> EXERCISE DESCRIPTION
Where the string "lines" appears in a line of the data, show that line.

*** SUPPLIED RECORDS

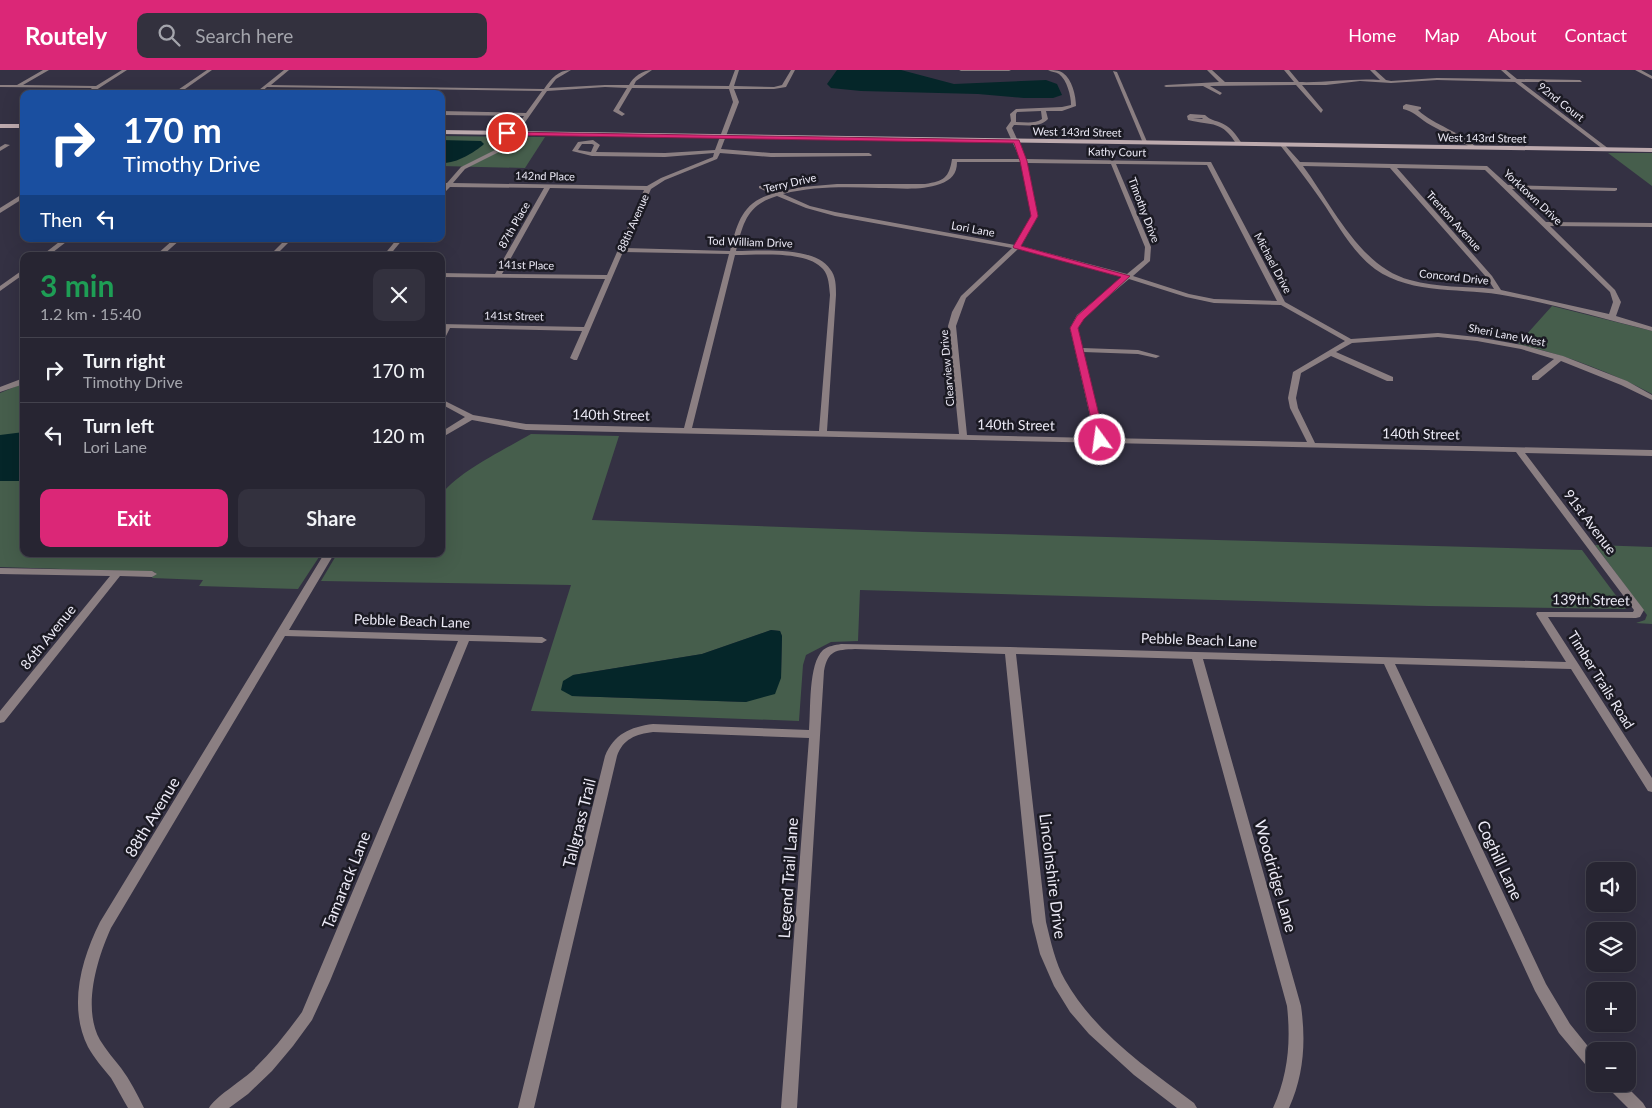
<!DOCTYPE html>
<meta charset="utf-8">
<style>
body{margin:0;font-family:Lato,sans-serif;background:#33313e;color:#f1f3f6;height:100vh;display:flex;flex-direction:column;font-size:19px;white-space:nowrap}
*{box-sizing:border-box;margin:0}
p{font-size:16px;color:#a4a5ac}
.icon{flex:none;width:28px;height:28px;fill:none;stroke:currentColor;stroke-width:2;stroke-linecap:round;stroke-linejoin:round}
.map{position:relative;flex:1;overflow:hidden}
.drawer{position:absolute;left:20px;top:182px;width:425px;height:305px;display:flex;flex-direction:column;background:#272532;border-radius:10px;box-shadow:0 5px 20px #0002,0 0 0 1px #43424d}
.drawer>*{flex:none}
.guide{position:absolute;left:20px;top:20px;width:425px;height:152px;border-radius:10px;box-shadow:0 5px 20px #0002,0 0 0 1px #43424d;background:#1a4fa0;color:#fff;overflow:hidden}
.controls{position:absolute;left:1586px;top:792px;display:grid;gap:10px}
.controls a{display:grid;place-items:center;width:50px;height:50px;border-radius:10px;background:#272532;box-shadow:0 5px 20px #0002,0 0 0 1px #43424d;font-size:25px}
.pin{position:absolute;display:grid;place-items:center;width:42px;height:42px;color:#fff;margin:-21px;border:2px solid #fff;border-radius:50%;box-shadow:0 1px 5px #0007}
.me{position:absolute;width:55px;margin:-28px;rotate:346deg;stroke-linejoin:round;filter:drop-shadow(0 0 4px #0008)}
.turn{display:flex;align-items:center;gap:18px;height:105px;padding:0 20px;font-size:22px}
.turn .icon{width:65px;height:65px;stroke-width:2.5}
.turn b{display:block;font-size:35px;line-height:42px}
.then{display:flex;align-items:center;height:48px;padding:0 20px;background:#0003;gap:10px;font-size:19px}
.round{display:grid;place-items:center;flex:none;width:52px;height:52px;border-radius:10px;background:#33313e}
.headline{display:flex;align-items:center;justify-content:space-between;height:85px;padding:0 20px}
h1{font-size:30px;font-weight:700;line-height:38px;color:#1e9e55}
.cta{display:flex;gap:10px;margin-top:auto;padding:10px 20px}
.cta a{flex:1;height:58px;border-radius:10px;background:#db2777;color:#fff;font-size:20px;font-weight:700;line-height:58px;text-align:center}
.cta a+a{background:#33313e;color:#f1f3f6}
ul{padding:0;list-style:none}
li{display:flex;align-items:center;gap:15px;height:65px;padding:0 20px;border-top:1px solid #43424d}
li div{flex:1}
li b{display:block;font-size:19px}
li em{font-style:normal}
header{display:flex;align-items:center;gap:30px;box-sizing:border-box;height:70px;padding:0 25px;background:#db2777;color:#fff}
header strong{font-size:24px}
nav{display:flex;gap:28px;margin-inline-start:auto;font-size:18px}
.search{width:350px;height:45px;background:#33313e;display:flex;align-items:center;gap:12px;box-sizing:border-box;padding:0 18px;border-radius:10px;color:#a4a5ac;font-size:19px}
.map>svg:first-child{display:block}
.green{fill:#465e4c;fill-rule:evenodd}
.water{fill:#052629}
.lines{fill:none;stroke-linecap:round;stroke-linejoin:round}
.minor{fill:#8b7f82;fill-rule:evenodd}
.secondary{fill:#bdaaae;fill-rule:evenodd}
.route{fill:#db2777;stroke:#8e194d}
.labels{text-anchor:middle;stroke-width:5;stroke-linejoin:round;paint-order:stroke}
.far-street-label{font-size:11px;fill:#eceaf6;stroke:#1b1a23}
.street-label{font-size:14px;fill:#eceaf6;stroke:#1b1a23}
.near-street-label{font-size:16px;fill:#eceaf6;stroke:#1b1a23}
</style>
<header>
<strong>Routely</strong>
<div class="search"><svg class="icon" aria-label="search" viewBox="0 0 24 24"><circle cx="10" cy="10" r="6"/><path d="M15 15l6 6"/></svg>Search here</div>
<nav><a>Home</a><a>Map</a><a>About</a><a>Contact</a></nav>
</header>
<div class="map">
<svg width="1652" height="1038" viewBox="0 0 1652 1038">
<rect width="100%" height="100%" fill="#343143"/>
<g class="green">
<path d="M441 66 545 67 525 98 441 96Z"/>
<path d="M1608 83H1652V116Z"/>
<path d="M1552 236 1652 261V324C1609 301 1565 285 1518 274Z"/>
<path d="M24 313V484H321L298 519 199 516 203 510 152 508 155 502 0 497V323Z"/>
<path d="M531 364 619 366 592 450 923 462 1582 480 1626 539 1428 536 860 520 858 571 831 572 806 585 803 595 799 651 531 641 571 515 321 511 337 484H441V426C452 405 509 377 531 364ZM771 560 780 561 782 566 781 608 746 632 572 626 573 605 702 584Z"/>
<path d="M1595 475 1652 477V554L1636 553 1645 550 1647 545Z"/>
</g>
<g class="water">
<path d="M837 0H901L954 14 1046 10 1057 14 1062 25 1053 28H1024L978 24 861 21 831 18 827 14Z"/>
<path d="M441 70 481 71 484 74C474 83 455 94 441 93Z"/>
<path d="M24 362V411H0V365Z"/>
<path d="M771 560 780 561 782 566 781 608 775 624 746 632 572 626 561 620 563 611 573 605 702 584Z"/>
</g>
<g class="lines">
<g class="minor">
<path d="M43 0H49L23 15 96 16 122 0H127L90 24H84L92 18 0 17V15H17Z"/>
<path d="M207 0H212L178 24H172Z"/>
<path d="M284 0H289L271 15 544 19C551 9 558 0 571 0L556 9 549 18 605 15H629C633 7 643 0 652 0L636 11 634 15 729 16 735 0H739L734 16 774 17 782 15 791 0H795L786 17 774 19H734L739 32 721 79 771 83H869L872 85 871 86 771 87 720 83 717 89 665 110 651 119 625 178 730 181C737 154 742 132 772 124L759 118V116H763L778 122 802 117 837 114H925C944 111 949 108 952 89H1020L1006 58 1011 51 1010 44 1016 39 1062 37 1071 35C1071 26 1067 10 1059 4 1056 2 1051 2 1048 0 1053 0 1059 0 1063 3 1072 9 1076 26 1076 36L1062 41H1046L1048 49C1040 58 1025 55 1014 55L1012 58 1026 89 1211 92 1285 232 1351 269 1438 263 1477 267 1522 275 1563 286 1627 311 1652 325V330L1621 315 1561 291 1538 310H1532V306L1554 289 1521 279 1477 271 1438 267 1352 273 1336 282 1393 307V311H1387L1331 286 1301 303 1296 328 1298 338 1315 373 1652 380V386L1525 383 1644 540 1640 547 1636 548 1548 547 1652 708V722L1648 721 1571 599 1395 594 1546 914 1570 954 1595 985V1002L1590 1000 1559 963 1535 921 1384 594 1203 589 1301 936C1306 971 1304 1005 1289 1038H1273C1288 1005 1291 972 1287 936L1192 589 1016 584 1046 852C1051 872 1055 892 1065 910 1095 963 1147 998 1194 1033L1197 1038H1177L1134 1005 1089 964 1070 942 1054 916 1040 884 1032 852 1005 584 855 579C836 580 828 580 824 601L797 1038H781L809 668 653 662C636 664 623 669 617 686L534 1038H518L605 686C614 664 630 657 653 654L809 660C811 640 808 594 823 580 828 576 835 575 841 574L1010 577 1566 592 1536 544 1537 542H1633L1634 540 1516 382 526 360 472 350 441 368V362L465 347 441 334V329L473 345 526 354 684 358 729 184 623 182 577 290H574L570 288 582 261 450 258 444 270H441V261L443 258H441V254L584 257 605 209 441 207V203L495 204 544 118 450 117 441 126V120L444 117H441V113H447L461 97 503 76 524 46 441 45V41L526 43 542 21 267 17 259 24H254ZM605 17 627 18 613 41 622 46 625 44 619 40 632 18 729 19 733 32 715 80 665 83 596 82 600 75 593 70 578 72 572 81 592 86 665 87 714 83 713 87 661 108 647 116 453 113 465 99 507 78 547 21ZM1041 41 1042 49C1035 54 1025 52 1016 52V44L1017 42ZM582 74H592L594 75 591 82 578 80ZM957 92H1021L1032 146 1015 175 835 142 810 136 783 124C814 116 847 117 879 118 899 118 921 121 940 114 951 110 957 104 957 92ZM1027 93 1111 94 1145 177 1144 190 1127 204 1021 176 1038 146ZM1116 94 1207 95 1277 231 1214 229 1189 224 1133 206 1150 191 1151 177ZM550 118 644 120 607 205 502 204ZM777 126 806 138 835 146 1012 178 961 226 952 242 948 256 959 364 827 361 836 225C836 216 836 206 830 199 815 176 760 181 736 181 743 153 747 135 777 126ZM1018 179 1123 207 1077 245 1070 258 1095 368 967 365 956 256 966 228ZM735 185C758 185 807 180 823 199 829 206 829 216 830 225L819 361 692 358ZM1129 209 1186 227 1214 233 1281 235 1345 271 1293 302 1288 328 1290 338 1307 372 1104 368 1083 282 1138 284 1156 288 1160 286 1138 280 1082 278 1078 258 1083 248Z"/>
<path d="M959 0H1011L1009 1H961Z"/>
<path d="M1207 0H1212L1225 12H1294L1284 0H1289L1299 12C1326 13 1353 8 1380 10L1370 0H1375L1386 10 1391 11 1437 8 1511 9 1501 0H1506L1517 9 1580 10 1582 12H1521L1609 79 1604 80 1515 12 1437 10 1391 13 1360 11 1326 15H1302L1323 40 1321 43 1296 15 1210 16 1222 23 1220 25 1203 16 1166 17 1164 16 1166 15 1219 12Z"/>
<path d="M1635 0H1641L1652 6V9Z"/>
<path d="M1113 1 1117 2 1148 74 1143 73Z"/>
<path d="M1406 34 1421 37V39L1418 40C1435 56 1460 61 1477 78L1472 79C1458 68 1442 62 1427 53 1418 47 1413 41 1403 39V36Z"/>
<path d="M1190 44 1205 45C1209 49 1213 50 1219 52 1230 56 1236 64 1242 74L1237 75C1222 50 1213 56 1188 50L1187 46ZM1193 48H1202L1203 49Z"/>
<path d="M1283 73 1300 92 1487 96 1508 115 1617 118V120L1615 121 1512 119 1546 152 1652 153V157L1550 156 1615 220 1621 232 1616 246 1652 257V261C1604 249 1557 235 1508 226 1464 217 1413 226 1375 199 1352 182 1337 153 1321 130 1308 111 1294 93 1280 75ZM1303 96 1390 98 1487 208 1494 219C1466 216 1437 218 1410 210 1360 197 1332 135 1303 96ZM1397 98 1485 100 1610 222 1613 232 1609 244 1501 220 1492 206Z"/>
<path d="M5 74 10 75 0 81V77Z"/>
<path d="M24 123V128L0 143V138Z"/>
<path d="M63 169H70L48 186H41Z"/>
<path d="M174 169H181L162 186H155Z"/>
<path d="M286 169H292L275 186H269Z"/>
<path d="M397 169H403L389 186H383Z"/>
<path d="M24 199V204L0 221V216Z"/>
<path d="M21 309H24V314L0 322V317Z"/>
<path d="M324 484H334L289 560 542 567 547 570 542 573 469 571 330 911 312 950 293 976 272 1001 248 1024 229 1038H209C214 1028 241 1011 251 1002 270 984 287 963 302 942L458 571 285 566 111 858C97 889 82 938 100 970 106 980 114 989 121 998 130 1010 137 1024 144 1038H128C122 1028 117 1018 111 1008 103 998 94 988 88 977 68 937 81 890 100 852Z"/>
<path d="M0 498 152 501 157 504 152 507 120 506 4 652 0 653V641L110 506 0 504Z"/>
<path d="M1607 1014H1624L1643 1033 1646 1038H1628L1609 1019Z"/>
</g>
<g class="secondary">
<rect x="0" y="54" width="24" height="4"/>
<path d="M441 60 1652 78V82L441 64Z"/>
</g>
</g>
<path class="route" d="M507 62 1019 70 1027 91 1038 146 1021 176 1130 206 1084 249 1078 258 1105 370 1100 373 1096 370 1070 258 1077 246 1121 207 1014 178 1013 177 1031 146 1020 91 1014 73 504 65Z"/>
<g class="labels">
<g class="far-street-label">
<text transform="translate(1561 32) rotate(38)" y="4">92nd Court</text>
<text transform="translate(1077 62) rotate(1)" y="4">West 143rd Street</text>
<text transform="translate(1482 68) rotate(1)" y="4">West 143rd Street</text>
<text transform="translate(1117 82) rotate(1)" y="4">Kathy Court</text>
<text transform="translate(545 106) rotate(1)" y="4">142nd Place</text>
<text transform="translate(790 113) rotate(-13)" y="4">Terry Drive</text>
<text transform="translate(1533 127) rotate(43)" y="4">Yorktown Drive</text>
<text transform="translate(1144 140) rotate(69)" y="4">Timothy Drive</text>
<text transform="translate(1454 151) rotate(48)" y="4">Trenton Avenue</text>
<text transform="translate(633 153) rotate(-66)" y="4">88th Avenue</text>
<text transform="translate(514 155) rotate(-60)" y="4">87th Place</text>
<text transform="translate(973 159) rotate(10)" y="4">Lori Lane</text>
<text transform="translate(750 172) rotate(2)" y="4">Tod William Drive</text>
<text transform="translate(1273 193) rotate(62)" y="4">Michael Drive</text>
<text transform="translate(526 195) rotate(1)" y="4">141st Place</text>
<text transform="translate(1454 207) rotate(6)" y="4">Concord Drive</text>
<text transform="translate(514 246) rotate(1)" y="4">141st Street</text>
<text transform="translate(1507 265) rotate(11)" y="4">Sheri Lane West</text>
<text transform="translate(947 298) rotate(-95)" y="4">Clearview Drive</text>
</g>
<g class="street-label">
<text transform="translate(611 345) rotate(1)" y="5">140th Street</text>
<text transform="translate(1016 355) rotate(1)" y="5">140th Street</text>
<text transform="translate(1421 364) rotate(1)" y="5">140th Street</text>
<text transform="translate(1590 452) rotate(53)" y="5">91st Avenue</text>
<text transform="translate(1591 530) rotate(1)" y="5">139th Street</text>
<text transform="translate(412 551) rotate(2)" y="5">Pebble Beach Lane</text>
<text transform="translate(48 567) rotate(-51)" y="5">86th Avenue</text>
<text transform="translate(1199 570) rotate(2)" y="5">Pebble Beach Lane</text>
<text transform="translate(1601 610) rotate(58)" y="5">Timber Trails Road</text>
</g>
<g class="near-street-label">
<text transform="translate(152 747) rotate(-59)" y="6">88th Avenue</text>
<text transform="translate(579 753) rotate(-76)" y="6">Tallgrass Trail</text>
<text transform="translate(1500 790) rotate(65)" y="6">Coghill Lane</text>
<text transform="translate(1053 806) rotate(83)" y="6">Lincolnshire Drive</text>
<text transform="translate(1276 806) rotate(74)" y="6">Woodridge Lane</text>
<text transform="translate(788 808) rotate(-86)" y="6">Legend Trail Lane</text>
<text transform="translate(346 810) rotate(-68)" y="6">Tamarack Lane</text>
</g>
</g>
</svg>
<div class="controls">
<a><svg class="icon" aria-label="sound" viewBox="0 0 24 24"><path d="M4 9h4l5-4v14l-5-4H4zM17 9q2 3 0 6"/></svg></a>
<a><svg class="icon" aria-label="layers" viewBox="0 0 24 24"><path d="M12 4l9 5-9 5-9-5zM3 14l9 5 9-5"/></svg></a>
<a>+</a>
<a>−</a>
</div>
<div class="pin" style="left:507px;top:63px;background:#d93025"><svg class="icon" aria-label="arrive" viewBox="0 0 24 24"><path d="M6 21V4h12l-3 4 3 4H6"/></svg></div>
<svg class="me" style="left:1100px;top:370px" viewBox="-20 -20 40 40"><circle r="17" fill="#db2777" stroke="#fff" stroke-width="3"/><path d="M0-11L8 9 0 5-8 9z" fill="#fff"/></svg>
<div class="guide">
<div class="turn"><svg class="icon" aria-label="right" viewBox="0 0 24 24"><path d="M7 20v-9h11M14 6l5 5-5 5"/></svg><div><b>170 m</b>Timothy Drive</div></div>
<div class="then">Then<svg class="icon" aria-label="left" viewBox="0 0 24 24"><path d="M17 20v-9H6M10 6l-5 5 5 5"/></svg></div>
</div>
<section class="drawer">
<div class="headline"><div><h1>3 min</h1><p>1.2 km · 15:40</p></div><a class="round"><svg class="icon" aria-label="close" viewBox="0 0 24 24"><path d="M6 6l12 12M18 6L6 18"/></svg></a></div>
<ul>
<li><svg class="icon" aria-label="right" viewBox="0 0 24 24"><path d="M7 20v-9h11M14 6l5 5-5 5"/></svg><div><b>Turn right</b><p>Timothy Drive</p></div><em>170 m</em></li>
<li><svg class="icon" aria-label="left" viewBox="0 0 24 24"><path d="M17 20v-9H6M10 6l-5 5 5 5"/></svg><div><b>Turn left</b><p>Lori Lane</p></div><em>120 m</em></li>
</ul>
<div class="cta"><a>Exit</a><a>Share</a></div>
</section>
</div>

******

> SOLUTION
.lines{fill:none;stroke-linecap:round;stroke-linejoin:round}
<g class="lines">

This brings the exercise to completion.